What you will do: Every record should be restated exactly, with no images included.

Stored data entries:
- - -

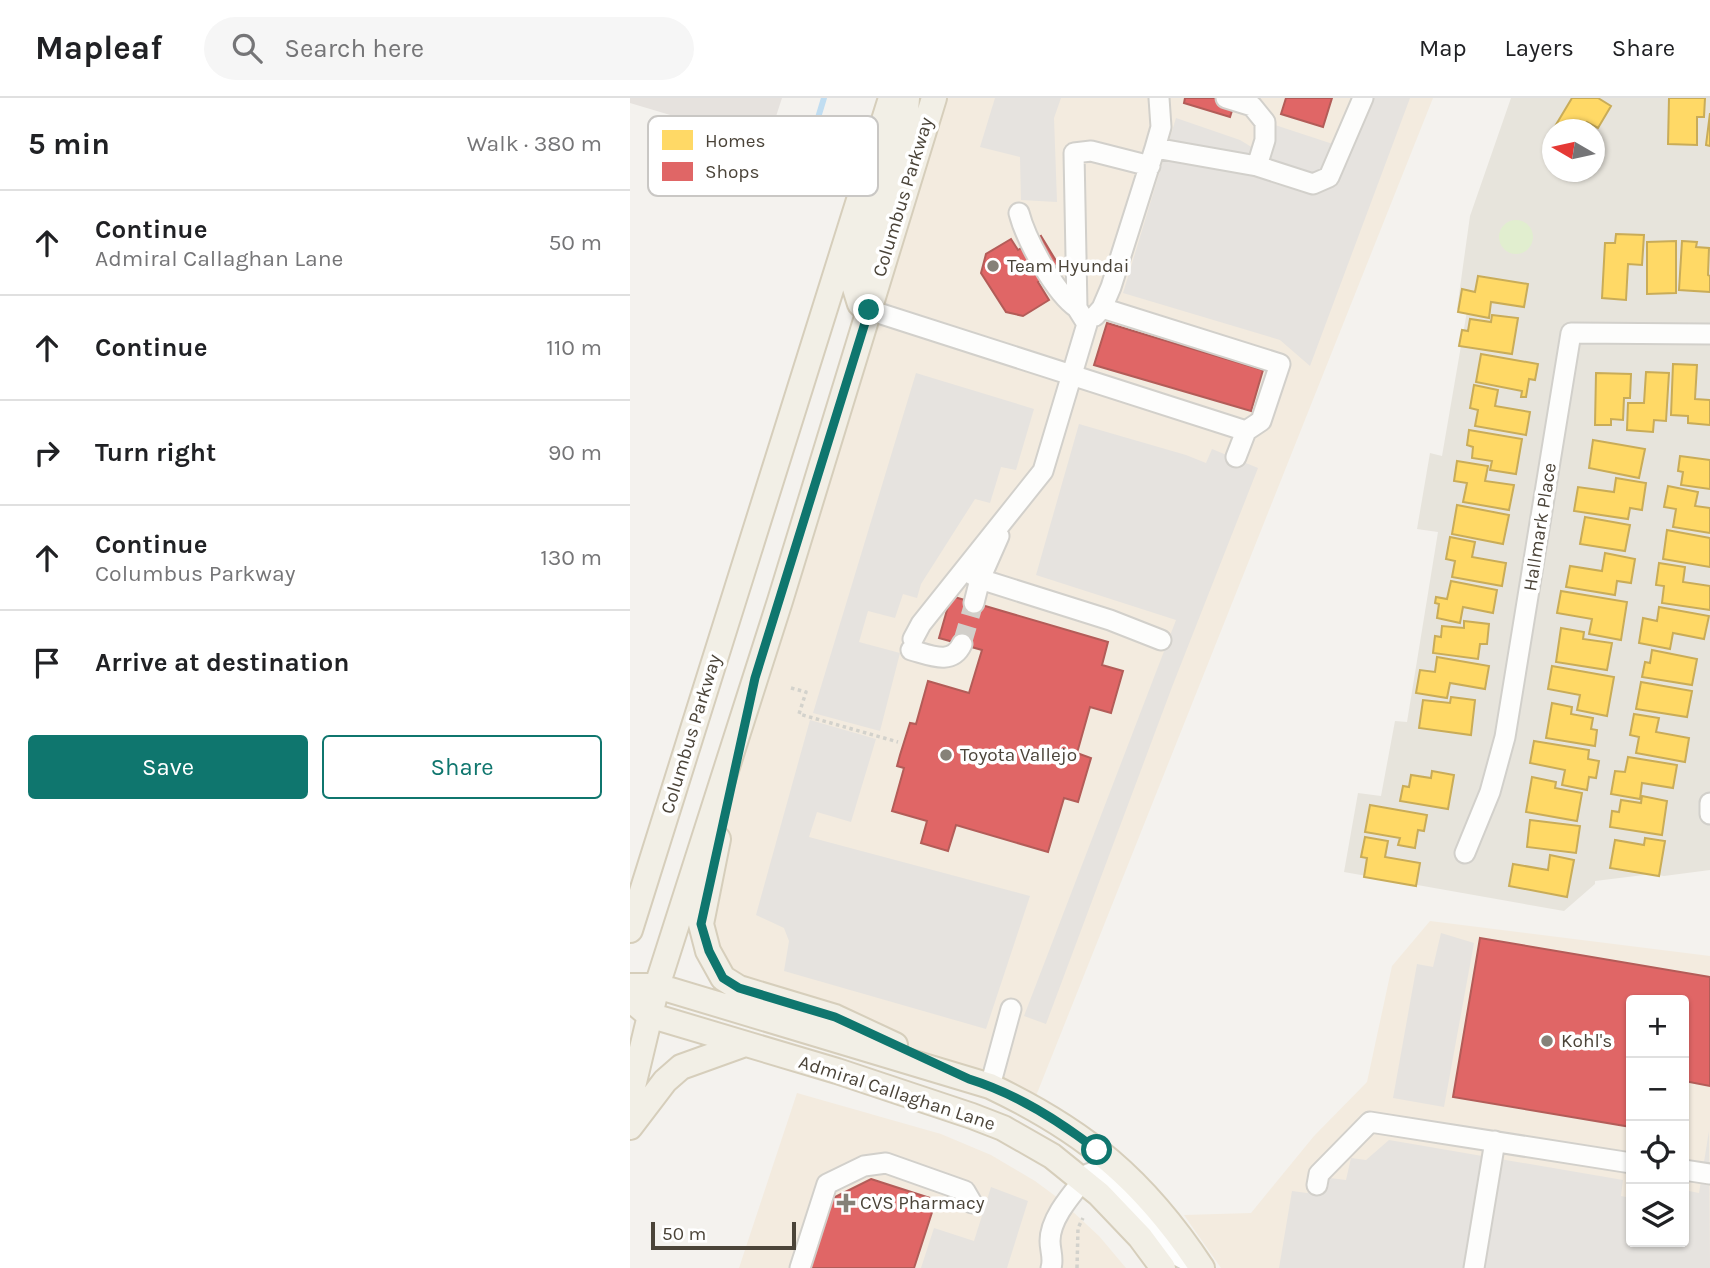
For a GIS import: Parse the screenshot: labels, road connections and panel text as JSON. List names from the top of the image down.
{
  "streets": {
    "main road": ["Columbus Parkway", "Admiral Callaghan Lane"],
    "street": ["Hallmark Place"]
  },
  "crossings": [
    ["Columbus Parkway", "Admiral Callaghan Lane"]
  ],
  "places": {
    "other": ["Team Hyundai", "Toyota Vallejo", "Kohl's"],
    "health": ["CVS Pharmacy"]
  },
  "legend": ["Homes", "Shops"],
  "scale_bar": "50 m",
  "north": "left",
  "page": {
    "header": "Mapleaf",
    "search": "Search here",
    "nav": ["Map", "Layers", "Share"],
    "heading": ["5 min", "Walk · 380 m"],
    "list": [
      ["Continue", "Admiral Callaghan Lane", "50 m"],
      ["Continue", "110 m"],
      ["Turn right", "90 m"],
      ["Continue", "Columbus Parkway", "130 m"],
      "Arrive at destination"
    ],
    "buttons": ["Save", "Share"],
    "map_buttons": ["+", "−"],
    "scale": "50 m"
  }
}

- - -

Response to the task:
For a GIS import: Parse the screenshot: labels, road connections and panel text as JSON. List names from the top of the image down.
{
  "streets": {
    "main road": ["Columbus Parkway", "Admiral Callaghan Lane"],
    "street": ["Hallmark Place"]
  },
  "crossings": [
    ["Columbus Parkway", "Admiral Callaghan Lane"]
  ],
  "places": {
    "other": ["Team Hyundai", "Toyota Vallejo", "Kohl's"],
    "health": ["CVS Pharmacy"]
  },
  "legend": ["Homes", "Shops"],
  "scale_bar": "50 m",
  "north": "left",
  "page": {
    "header": "Mapleaf",
    "search": "Search here",
    "nav": ["Map", "Layers", "Share"],
    "heading": ["5 min", "Walk · 380 m"],
    "list": [
      ["Continue", "Admiral Callaghan Lane", "50 m"],
      ["Continue", "110 m"],
      ["Turn right", "90 m"],
      ["Continue", "Columbus Parkway", "130 m"],
      "Arrive at destination"
    ],
    "buttons": ["Save", "Share"],
    "map_buttons": ["+", "−"],
    "scale": "50 m"
  }
}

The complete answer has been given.